The Glass House was built on Ponus Ridge Road in New Canaan, Connecticut in 1949. Designed by Philip Johnson, the house is one of 13 buildings on the sprawling 49-acre estate. The house sits on a hill that overlooks a pond and a stretch of woods. The house is 55 feet long and 33 feet wide, with 1,815 square feet. The kitchen, dining room and bedrooms were all in one glass-enclosed room. The four exterior walls is punctuated by a centrally located glass door that opens onto the landscape. The landscape surrounding the buildings was designed by Johnson and David Whitney to resemble Nicolas Poussin’s landscape painting, The Funeral of Phocion.

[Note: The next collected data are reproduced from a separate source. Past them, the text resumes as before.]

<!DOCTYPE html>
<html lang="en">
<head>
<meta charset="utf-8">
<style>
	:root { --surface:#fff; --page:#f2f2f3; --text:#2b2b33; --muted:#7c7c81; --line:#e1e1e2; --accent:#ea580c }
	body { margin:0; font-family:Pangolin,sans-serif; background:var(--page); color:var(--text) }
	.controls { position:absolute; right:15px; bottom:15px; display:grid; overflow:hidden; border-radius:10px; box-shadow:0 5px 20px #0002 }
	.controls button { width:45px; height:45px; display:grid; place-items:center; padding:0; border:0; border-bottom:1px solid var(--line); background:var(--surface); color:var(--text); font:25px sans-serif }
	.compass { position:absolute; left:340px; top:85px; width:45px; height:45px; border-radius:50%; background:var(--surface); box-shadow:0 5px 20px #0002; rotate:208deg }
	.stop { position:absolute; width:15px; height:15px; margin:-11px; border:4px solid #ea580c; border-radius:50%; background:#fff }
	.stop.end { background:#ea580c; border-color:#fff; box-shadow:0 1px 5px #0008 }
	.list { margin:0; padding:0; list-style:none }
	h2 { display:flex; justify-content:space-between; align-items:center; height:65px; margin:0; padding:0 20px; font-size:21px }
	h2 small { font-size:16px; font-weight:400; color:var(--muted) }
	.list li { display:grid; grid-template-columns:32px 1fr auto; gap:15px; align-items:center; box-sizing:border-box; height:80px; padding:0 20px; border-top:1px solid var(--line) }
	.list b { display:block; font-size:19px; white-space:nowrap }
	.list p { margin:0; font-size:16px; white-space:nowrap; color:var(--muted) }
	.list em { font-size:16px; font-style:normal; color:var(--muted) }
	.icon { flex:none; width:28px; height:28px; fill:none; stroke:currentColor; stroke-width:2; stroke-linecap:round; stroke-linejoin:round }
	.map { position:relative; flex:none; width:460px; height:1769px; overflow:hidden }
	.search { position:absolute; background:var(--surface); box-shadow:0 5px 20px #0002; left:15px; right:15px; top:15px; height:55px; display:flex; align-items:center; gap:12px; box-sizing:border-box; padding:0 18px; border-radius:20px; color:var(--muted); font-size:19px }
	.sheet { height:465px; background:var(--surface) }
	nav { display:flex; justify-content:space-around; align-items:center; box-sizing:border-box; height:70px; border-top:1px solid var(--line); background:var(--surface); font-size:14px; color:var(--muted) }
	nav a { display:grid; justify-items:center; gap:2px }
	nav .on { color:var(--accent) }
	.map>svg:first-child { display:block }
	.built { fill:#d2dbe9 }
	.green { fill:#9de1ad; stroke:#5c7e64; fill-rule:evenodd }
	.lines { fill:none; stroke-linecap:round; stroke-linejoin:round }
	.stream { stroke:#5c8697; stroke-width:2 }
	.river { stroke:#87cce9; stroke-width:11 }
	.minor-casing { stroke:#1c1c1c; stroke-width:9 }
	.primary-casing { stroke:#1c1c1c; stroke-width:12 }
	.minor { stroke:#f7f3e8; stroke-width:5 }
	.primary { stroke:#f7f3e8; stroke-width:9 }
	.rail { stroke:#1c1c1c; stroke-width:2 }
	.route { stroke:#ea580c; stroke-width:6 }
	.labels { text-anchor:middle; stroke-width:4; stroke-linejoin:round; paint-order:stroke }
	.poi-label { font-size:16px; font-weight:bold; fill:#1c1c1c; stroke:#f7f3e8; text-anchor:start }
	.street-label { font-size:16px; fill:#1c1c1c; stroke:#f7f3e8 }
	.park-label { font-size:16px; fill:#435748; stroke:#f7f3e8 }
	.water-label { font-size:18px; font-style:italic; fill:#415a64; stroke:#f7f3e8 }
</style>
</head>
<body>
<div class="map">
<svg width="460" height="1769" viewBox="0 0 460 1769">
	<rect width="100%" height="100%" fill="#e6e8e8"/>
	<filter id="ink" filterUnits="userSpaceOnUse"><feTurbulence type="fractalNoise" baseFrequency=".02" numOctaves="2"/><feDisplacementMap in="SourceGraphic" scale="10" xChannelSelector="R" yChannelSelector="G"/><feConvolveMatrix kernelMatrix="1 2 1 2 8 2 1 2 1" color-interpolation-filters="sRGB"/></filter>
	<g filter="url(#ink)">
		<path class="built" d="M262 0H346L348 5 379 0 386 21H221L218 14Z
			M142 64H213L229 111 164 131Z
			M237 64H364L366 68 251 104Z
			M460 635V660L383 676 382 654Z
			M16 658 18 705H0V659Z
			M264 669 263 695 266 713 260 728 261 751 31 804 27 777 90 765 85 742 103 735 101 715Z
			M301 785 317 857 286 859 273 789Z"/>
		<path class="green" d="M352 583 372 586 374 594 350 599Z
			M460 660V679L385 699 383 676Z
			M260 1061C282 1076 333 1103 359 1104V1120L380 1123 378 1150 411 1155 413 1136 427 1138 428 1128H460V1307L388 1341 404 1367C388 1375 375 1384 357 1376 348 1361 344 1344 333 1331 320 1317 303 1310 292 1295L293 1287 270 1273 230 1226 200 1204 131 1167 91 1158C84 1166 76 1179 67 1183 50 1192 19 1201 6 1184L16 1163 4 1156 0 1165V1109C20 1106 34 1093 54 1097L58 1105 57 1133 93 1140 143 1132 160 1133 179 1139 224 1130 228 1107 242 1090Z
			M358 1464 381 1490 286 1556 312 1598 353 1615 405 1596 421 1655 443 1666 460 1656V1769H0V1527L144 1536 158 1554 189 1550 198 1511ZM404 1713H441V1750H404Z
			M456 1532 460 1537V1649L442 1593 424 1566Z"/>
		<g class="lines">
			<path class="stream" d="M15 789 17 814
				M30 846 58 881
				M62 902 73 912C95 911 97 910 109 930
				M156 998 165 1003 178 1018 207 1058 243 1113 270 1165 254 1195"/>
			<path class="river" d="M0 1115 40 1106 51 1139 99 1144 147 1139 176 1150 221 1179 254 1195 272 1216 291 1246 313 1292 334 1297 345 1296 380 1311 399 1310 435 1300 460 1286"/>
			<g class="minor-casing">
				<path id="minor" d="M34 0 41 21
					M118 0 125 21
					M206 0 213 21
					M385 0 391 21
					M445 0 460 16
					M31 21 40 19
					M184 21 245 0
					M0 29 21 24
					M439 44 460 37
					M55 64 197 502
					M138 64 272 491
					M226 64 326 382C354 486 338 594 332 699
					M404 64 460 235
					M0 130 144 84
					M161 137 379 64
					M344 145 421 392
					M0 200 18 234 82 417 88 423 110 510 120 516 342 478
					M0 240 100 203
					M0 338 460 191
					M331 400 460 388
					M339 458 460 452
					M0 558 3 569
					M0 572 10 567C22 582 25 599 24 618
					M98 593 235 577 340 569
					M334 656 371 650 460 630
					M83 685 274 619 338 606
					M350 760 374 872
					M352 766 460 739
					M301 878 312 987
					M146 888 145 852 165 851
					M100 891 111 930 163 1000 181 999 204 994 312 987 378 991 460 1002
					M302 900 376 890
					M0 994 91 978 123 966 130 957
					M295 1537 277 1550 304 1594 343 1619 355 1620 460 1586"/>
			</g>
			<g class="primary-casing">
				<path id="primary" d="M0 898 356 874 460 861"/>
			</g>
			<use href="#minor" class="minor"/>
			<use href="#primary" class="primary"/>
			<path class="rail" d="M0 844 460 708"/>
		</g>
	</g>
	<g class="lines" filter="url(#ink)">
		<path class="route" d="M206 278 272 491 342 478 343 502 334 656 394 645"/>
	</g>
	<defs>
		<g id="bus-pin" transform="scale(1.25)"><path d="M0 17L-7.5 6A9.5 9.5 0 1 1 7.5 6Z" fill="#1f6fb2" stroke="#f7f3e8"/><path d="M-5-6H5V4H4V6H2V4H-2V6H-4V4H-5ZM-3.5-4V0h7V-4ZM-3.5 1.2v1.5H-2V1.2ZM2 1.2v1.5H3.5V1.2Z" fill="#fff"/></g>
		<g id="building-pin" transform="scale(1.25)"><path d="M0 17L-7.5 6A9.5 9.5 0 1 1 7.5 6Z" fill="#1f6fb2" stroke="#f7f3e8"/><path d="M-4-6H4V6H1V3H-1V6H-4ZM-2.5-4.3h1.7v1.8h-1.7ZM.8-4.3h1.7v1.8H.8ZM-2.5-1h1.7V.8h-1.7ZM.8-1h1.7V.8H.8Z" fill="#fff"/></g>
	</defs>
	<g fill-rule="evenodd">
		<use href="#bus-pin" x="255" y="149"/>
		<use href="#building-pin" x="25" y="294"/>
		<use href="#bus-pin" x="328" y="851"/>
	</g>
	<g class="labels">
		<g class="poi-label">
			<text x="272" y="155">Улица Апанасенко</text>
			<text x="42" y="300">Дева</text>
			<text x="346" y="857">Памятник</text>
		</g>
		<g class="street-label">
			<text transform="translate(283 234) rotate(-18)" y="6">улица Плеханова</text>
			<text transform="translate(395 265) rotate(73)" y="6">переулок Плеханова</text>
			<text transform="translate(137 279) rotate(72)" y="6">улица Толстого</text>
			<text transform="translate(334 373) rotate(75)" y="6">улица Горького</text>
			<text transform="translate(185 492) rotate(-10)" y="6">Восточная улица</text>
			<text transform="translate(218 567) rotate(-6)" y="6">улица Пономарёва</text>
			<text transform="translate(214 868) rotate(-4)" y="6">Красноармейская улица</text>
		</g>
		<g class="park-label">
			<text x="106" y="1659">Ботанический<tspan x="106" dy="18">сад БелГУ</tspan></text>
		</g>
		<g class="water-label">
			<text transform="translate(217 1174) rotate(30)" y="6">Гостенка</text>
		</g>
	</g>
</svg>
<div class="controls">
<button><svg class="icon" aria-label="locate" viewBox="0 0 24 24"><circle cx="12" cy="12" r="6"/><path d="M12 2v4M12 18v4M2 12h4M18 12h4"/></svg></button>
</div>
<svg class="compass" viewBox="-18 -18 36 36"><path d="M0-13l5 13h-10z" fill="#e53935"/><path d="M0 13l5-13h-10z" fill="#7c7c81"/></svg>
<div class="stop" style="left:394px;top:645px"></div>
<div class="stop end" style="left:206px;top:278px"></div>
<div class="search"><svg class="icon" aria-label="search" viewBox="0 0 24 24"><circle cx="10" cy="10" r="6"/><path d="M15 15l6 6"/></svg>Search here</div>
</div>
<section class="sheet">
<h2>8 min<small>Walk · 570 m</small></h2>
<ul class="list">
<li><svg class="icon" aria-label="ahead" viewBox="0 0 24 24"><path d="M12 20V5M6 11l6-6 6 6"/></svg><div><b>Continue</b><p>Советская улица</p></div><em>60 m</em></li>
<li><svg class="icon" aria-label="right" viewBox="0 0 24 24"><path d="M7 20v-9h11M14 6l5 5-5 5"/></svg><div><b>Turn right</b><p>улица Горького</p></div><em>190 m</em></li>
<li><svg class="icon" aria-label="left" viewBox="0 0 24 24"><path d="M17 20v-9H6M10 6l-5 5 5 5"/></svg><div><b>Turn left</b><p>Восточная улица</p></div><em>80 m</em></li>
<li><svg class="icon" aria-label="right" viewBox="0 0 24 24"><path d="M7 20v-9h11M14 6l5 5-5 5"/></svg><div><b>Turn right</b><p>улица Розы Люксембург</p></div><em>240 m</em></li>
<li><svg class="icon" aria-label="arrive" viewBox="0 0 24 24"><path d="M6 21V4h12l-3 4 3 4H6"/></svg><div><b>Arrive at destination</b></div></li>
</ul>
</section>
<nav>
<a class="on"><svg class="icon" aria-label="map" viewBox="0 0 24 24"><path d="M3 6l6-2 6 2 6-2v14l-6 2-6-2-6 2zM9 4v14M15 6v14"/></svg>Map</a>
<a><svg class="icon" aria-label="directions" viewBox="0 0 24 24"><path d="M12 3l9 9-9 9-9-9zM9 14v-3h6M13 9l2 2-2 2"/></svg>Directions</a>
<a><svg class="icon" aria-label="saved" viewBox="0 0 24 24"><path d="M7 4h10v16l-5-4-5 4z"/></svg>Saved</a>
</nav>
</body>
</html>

The placement of furniture throughoutThe Glass House is precise and defines the living area. The living room, which is the focal point of the house, is the center from which the site is successively occupied. Most of the furniture in the house came from Johnson’s New York apartment, designed in 1930 by Mies van der Rohe. Two Circus Women, a sculpture by Elie Nadelman stands opposite of the Poussin painting in the “living room”.
Johnson called the property a “diary of an eccentric architect,” an homage to architects and friends. Other structures on the property include the “Brick House”, which serves as a guest house, The Kirstein Tower, The pavilion, the sculpture gallery, the Painting Gallery, the study, the ghost house, and the gate house.
The Glass House is a National Trust for Historic Preservation site and open to the public for tours which include about a 3/4 mile walk and about a 90 minute tour. Tours at twilight and “personalized” tours are also available.
Glass House was featured in Life Magazine in 1949, and “It is still considered one of his best buildings,” according to the Encyclopedia of American Architecture.